It is the involvement of the pericardium by different aspects and causes a set of signs and symptoms, some of their own, others cardiac and others corresponding to the disease of origin.
The pericardium envelops the heart like a closed bag over large vessels. It consists of a serous and a fibrous portion. The serosa has a visceral sheet over the epicardium and a perietal sheet firmly attached to the fibrous extremities. Between them there is a space known as the “pericardial reserve”, which contains between 30 and 50 cm3 of liquid with a transudate character and an intracavitary pressure of less than –2 mm Hg in expiration and –5 mm Hg in inspiration. The sac is not very extensible and mobile due to its ligaments.

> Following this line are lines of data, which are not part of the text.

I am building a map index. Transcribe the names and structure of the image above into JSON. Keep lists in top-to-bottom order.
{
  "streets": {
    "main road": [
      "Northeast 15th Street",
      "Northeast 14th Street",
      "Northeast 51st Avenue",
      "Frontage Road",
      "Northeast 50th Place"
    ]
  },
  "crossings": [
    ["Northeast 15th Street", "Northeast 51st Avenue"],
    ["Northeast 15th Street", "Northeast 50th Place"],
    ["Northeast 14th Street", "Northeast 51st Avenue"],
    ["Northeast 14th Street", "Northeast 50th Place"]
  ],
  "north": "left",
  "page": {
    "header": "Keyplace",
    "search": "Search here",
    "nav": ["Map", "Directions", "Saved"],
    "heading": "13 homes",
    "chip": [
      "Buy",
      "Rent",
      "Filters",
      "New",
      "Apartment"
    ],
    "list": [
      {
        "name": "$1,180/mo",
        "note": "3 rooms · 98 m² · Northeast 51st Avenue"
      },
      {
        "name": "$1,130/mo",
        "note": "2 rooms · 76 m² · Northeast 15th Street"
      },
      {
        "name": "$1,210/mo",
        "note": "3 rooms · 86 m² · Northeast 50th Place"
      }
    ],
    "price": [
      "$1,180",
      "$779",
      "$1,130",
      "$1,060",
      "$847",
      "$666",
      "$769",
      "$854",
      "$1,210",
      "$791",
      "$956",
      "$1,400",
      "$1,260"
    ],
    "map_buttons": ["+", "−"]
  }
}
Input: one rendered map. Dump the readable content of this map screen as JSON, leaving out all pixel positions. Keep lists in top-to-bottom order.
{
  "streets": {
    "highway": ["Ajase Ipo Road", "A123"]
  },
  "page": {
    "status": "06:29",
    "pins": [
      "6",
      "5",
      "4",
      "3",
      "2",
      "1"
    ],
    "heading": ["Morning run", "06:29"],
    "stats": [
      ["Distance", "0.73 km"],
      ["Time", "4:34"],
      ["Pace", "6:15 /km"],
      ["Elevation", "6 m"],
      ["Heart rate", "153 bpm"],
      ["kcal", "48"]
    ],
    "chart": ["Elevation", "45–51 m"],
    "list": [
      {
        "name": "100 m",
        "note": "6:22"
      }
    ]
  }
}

There is sensory innervation in the inferior and posterior portions of the parietal pericardium, and because it is in close contact with the left diagrammatic pleura, it receives fibers from the phrenic nerve. Parasympathetic innervation is vagal, while sympathetic innervation is by cardiac branches.
Vascularization is extensive, but not systematized, from the internal mammary, upper and lower diaphragmatic, bronchial and thyroid raterias. Venous drainage is carried out through the acygos system, and the superior diaphragmatic veins, while the lymphatics are a tributary of tracheobronchial phrenic chains and infradiaphragmatic nodes.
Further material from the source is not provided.